Set out exactly, line by line, the stretch of data below that begins at the line containing "position:absolute; inset:0; border:4px" and ends at the line containing "position:absolute; left:2007px; top:844px;", with both ends kept.

· · ·

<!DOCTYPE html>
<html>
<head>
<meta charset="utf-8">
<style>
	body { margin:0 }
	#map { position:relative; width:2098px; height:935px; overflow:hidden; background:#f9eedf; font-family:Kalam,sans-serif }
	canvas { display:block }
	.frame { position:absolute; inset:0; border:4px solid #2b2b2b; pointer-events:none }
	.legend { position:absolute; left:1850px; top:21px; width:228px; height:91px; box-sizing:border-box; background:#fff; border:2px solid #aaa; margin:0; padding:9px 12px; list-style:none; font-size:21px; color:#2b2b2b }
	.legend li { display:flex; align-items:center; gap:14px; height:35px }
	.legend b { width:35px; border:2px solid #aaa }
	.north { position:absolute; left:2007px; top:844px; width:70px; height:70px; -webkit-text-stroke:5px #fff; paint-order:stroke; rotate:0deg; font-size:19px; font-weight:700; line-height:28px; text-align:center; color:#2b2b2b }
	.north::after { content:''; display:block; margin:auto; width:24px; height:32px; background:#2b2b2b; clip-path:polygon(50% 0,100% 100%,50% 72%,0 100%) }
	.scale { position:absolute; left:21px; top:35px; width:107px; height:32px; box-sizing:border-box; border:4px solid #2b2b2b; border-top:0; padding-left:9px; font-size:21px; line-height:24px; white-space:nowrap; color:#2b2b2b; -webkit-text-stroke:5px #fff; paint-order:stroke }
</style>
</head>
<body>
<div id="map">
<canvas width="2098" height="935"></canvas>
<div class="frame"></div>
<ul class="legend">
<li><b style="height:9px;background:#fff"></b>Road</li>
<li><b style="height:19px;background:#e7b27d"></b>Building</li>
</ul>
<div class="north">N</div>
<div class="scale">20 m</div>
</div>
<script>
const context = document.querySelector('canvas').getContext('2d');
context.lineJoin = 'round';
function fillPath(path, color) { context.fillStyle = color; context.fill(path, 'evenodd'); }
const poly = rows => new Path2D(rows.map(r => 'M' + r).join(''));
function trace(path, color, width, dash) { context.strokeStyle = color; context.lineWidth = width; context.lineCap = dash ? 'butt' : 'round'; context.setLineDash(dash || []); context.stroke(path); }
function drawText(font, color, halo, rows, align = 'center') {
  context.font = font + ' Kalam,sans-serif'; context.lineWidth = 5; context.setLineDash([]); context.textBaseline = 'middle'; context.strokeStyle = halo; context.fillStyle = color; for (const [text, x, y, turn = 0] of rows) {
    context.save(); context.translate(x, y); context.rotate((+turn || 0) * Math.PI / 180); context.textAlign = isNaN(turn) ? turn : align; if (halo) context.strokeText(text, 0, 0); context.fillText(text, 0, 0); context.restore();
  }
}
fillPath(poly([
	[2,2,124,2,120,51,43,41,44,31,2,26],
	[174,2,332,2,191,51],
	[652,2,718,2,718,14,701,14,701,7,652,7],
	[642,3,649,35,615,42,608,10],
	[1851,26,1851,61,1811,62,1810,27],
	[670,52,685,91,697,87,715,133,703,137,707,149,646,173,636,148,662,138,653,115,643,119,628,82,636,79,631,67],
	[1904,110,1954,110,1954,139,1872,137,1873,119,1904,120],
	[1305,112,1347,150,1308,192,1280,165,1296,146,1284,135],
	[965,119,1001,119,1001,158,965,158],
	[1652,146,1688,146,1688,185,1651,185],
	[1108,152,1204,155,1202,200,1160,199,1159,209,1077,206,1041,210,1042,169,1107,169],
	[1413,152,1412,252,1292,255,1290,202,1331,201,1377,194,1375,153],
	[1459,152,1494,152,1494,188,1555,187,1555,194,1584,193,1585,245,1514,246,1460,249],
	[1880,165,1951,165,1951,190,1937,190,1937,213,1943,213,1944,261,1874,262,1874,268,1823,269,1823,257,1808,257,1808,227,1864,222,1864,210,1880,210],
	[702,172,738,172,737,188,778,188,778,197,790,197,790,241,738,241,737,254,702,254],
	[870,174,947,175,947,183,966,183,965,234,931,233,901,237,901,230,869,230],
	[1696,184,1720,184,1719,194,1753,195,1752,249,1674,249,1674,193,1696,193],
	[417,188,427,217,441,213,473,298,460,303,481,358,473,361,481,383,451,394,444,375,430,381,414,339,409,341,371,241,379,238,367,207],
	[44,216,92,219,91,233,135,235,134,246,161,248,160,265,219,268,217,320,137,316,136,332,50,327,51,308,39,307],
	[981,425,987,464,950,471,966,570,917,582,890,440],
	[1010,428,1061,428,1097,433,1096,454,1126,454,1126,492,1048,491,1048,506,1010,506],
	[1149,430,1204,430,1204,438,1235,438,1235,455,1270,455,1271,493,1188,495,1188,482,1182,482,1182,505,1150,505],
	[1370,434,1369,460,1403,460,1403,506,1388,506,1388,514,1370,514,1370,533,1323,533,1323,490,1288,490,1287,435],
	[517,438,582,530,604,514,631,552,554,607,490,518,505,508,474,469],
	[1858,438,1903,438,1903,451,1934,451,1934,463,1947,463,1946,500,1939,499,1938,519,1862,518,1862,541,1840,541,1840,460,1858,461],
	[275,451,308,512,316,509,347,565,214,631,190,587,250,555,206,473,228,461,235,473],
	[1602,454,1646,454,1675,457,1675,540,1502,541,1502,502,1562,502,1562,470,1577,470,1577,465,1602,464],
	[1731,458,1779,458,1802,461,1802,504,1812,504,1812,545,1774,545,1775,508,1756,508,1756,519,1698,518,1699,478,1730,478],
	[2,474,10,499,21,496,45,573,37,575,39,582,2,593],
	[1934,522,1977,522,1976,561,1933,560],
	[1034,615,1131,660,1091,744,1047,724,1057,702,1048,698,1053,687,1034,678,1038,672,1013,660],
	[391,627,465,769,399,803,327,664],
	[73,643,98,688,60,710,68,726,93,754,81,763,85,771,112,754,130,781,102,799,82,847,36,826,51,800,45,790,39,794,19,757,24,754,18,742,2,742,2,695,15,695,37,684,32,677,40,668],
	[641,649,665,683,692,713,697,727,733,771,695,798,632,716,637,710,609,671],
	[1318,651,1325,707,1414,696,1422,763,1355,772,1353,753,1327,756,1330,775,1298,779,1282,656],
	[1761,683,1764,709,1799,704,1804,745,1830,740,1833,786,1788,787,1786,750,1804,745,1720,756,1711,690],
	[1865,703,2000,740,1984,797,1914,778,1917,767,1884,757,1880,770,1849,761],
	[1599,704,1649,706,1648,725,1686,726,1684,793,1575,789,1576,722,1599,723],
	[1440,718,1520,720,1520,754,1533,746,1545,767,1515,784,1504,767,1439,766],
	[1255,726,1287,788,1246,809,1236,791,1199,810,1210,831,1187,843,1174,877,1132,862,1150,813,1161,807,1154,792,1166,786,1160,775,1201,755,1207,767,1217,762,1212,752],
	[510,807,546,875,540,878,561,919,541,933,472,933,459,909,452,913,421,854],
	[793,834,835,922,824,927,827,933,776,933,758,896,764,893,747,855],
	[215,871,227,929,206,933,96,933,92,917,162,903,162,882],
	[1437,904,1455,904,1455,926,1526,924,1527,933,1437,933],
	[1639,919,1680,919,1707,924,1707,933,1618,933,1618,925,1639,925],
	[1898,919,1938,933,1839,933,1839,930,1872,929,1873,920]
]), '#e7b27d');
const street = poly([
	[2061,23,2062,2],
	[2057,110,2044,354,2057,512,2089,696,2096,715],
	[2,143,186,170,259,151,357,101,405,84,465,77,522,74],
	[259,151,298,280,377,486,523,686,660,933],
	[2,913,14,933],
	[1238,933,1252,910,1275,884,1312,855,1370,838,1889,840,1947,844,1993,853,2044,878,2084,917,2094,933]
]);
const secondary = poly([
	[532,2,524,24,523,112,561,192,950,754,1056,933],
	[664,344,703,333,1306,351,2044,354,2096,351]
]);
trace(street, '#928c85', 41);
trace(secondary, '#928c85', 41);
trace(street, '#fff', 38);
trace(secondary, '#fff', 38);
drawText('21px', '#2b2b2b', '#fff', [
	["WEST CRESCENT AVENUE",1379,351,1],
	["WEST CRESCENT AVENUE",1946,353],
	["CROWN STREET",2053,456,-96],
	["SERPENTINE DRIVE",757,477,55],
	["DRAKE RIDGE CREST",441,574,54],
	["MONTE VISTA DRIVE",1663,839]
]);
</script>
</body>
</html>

· · ·

§ RESPONSE TO THIS EXERCISE
	.frame { position:absolute; inset:0; border:4px solid #2b2b2b; pointer-events:none }
	.legend { position:absolute; left:1850px; top:21px; width:228px; height:91px; box-sizing:border-box; background:#fff; border:2px solid #aaa; margin:0; padding:9px 12px; list-style:none; font-size:21px; color:#2b2b2b }
	.legend li { display:flex; align-items:center; gap:14px; height:35px }
	.legend b { width:35px; border:2px solid #aaa }
	.north { position:absolute; left:2007px; top:844px; width:70px; height:70px; -webkit-text-stroke:5px #fff; paint-order:stroke; rotate:0deg; font-size:19px; font-weight:700; line-height:28px; text-align:center; color:#2b2b2b }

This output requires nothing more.